I have contacted Country directly and the tech's only suggestion was to increase the blower speed or high-altitude setting: I think they're one in the same but not sure. I'm waiting for my yearly cleaning so I can tell the installer to do this and I'm crossing my fingers it will work.

Has anyone had an experience with a Country Pellet insert or similar stove? Please share if so!


----------



## 3nickles (Oct 19, 2007)

friendly bump?


----------



## MrWinkey (Oct 19, 2007)

I'll bump ya on this and give my expirence.

With my Harman it depends on what kind of pellets I'm burning as to how often I need to clean the glass.  My stove also has the air wash system.  My stove pretty much burns 24/7 and I only turn it off to clean it.


----------



## begreen (Oct 19, 2007)

Can you describe the flue (exhaust) pipe installation? What size pipe, what length, how many elbows, how long are the vertical and horizontal runs and how is it capped at the end? Pictures would help.

At what setting are you running the stove? What brand pellets are you burning? Any corn?

There is a draft regulator on the stove (page 24) that should be completely open. Check that it is in the fully open position and screwed tight. There are clean out ports that should be in the closed position and screwed shut (page 20, fig. 45)

I'm not familiar with the stove, but if the feed rate is too high for the pellets being burned, the flame will be lazy, orange and sooty. On this stove it looks like this is totally controlled by the control board, so this would need to be checked by a technician.


----------



## 3nickles (Oct 19, 2007)

I believe the feed rate and everything else is automatic and it happens on every setting from 1 (low) to 5 (high).

I've mostly been burning Heartland with some Goldenfire, Uncle Jed's and Dejno's at a lesser extent. It doesn't appear to be related to the pellets as I believe that the first 2 are premium pellets.

Here's the scoop on the exhaust:

The connection points straight up and it's about 19ft to the top of the chimney. It's a pretty much straight shot and they used 3 inch flexible aluminum or stainless-steel pipe (not sure which). 

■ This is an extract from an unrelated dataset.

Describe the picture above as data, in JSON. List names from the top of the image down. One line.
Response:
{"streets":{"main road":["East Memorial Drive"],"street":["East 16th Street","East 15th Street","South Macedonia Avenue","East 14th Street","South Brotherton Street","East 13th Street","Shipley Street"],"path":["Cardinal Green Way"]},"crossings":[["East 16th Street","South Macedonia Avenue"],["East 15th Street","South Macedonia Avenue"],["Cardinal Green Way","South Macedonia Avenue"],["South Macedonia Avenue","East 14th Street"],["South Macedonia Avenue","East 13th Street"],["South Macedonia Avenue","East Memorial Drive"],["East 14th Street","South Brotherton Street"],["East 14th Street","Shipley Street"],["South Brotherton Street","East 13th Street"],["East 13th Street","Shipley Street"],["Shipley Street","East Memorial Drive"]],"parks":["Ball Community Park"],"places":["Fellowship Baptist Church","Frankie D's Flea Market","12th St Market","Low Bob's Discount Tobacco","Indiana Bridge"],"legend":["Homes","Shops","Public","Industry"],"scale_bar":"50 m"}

Country said that 3 inch should be OK for that height and they suggested to increase the blower speed or altitude setting. Not sure there's much else to adjust on this stove. It's all automatic except for the heat settings of 1 to 5. It works great. I just can't stand the dirty front glass


----------



## 3nickles (Oct 19, 2007)

that would stink if the pipe should be 4". They charged me enough on install and they would certainly balk at replacing the 3" with 4"

I talked to the tech at Country Stoves and he said 3" should be fine with that length but maybe he didn't know what else to say?

I'm waiting for the tech to come out and do their first 1 year service and cleaning and was going to ask them about the Altitude/blower setting adjustment. Other than that I don't know what else to do?


----------



## 3nickles (Oct 19, 2007)

I checked their website and it only shows 3" pipe. Doesn't say anything about a 4" option or higer runs?

http://www.lennoxhearthproducts.com/products/overview.asp?pid=464


----------



## 3nickles (Oct 19, 2007)

Thanks for the help ENORD.

I bet my dealer won't change the 3" out to 4" without me wanting to pay for it. There were several issues around the sale/installation the first time and it all had to do with money and wanting more!

Don't want to pi** them off for warranty service and pellet supply though... What to do?


----------



## 3nickles (Oct 19, 2007)

draFt adjuster
The Winslow™ PI40 insert has a draft adjuster located at
the right side of the insert directly in front of the combustion
blower. Should the insert installation require long runs
of vent pipe, a situation may be created where excessive
combustion air is flowing through the firebox and causing
the fuel to burn faster than it can be delivered to the burn
pot. Should this happen, the draft can be slowed down by
the adjuster. The insert is shipped with the adjuster in the
fully open position. To slow the draft down, loosen the 5/32”
allen head screw (A in Figure 45) and move the adjuster
handle toward the center of the insert. Retighten the screw
when the desired adjustment is reached.

I wonder if closing the draft adjuster (ships wide open) might solve my problem?


----------



## 3nickles (Oct 20, 2007)

enord said:
			
		

> i think thats going the wrong way. no harm trying. i love to mess with my englander!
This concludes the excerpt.